NHL Revealed: A Season Like No Other
The NHL’s 2013-2014 season is definitely unique. After a lockout shortened 48 game season in 2012-2013 the NHL came into their first full season in 2 years with a quite a busy schedule. 82 Games per team, 6 outdoor games, 1 month break for the Winter Olympics and then the crown jewel of hockey – The Stanley Cup playoffs.
That’s a quite a comeback they’re staging. It’s no surprise that the NHL choose to talk about this comeback as part of the inaugural SXSports programming at this year’s SXSW. Here are some notes and quotes from the session:
Featuring: Chicago Blackhawks President & CEO John McDonough, NHL Senior VP Events & Entertainment Dean Matsuzaki, NHL Executive VP of Marketing Brian Jennings and MillerCoors Director of Sports & Entertainment Marketing Adam Dettman.

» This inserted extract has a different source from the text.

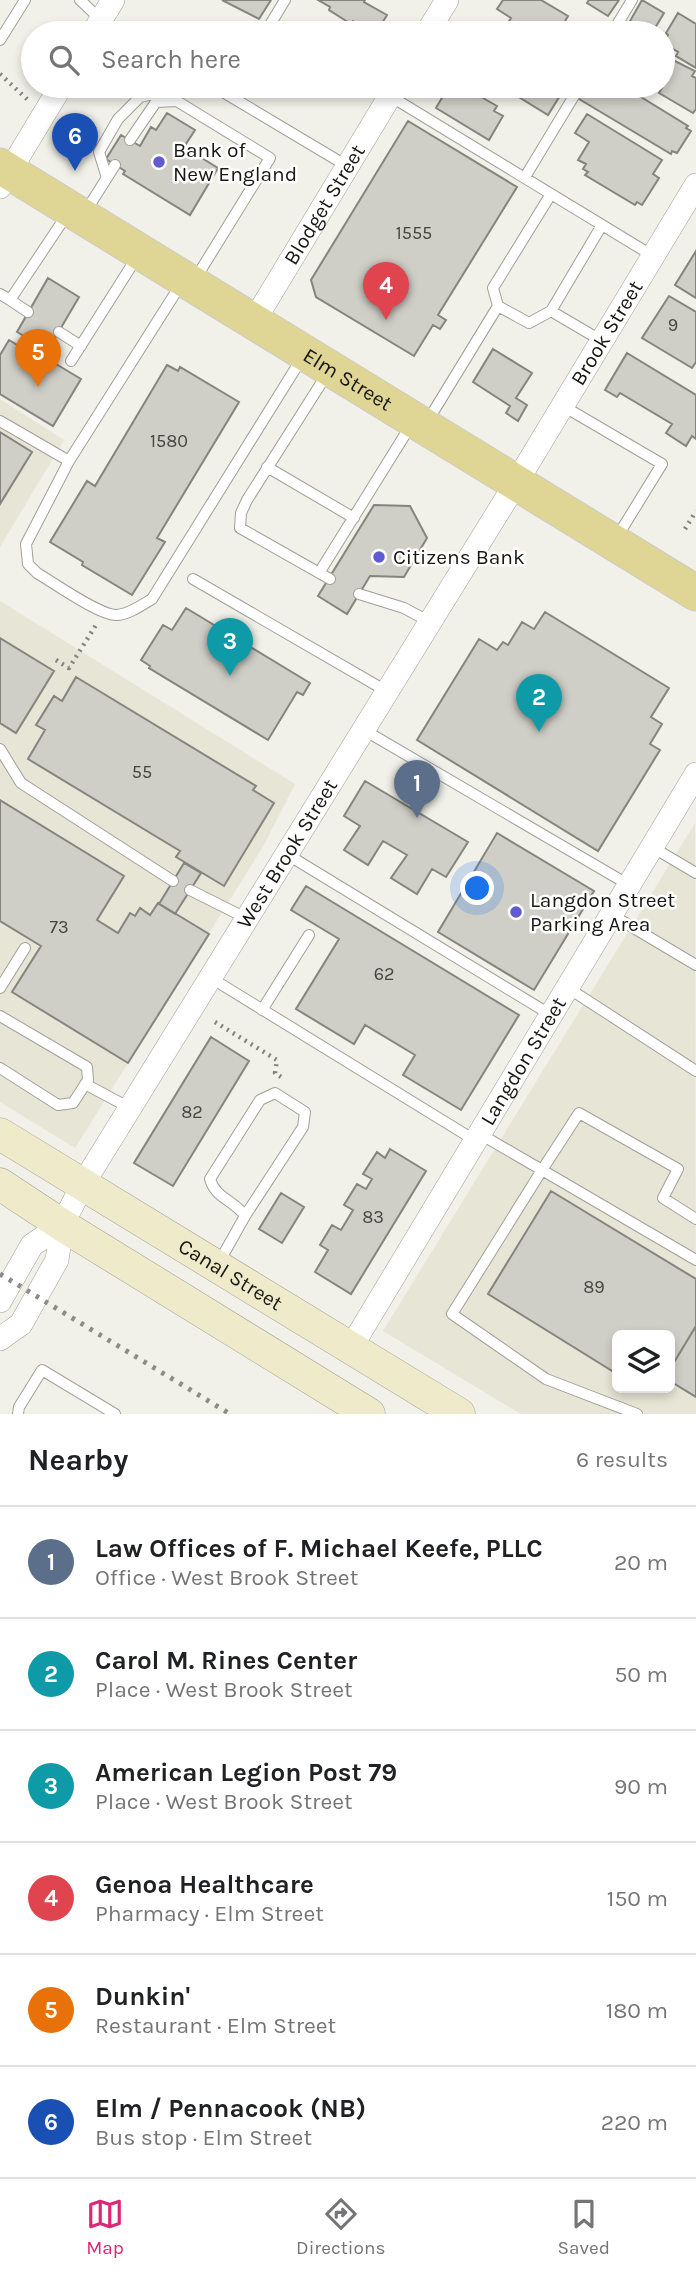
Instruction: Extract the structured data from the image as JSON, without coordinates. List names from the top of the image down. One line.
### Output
{"streets":{"main road":["Elm Street"],"street":["Blodget Street","Brook Street","West Brook Street","Langdon Street","Canal Street"]},"crossings":[["Blodget Street","Elm Street"],["Brook Street","Elm Street"],["Brook Street","West Brook Street"],["Elm Street","West Brook Street"],["West Brook Street","Canal Street"],["Langdon Street","Canal Street"]],"places":["Bank of New England","Citizens Bank","Langdon Street Parking Area"],"house_numbers":["1555","9","1580","55","73","62","82","83","89"],"page":{"search":"Search here","pins":["6","4","5","3","2","1"],"heading":["Nearby","6 results"],"list":[{"mark":"1","name":"Law Offices of F. Michael Keefe, PLLC","note":"Office · West Brook Street","value":"20 m"},{"mark":"2","name":"Carol M. Rines Center","note":"Place · West Brook Street","value":"50 m"},{"mark":"3","name":"American Legion Post 79","note":"Place · West Brook Street","value":"90 m"},{"mark":"4","name":"Genoa Healthcare","note":"Pharmacy · Elm Street","value":"150 m"},{"mark":"5","name":"Dunkin'","note":"Restaurant · Elm Street","value":"180 m"},{"mark":"6","name":"Elm / Pennacook (NB)","note":"Bus stop · Elm Street","value":"220 m"}],"nav":["Map","Directions","Saved"]}}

- Going into the 2013-2014 season the NHL felt it owed something to their marketing partners and fans. They made reclaiming and instilling confidence to their fans and partners a priority of the season. The Stadium Series was a big part of building that confidence. They wanted to give the fans something special and give their partners unique opportunities.

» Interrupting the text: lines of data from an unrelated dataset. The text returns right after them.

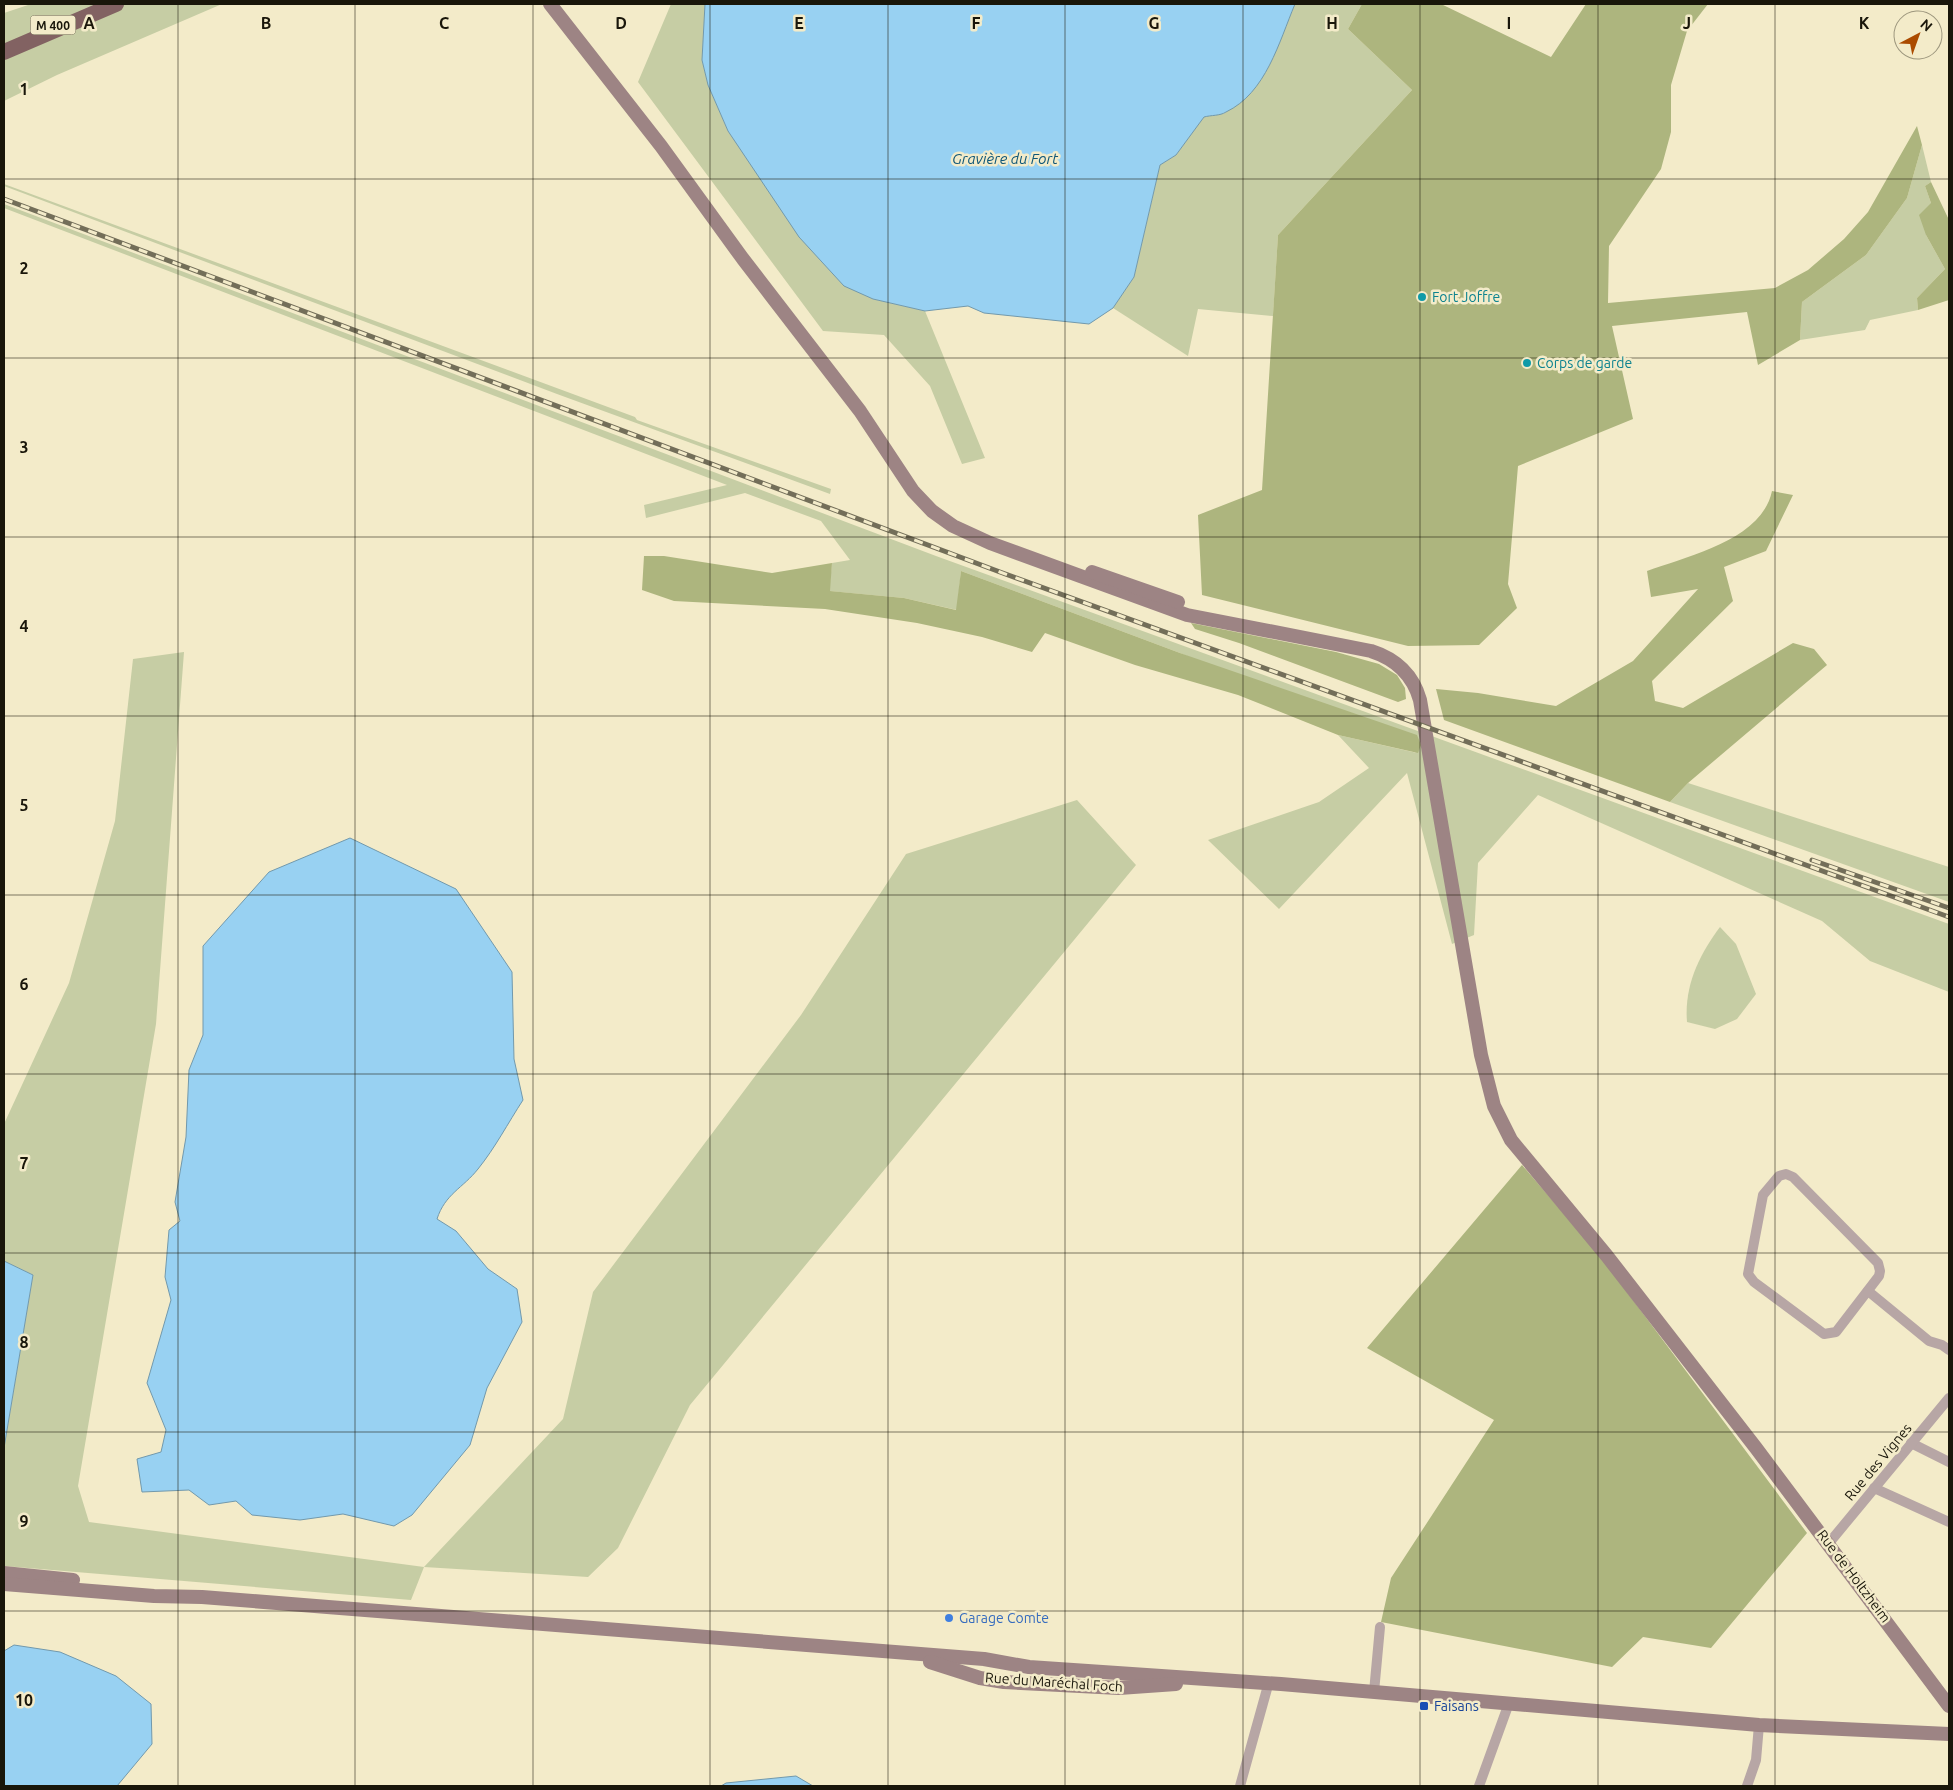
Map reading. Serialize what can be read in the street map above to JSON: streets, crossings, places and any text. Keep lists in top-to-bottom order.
{
  "streets": {
    "highway": ["M 400"],
    "main road": ["Rue de Holtzheim", "Rue du Maréchal Foch"],
    "street": ["Rue des Vignes"]
  },
  "crossings": [
    ["Rue des Vignes", "Rue de Holtzheim"]
  ],
  "water": ["Gravière du Fort"],
  "places": {
    "other": ["Fort Joffre", "Corps de garde", "Garage Comte"],
    "transit": ["Faisans"]
  },
  "north": "top right",
  "grid": {
    "columns": [
      "A",
      "B",
      "C",
      "D",
      "E",
      "F",
      "G",
      "H",
      "I",
      "J",
      "K"
    ],
    "rows": [
      "1",
      "2",
      "3",
      "4",
      "5",
      "6",
      "7",
      "8",
      "9",
      "10"
    ]
  }
}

- The NHL considers the Outdoor Games to be brand building events. It’s not about the financials first; it’s about the experience. While the Winter Classic and Heritage Classic are about celebrating the nostalgia of the game and uniting hockey fans. The Stadium Series is about celebrating the uniqueness of each market.
- When the NHL started the Winter Classic in 2008 they were unsure they would even be able to sellout. The result was a then NHL record attendance of 71,217. However they weren’t sure this would continue to work until the 2009 Winter Classic in Chicago. That 2nd Winter Classic gave the NHL their highest TV ratings in 33 years. With that the NHL felt they had cemented the Winter Classic as a yearly event. And the NHL now owns New Year’s Day and considers the Winter Classic to be an event that unites all hockey fans each year. Turning the sport from a local market, tribal focus to a national player.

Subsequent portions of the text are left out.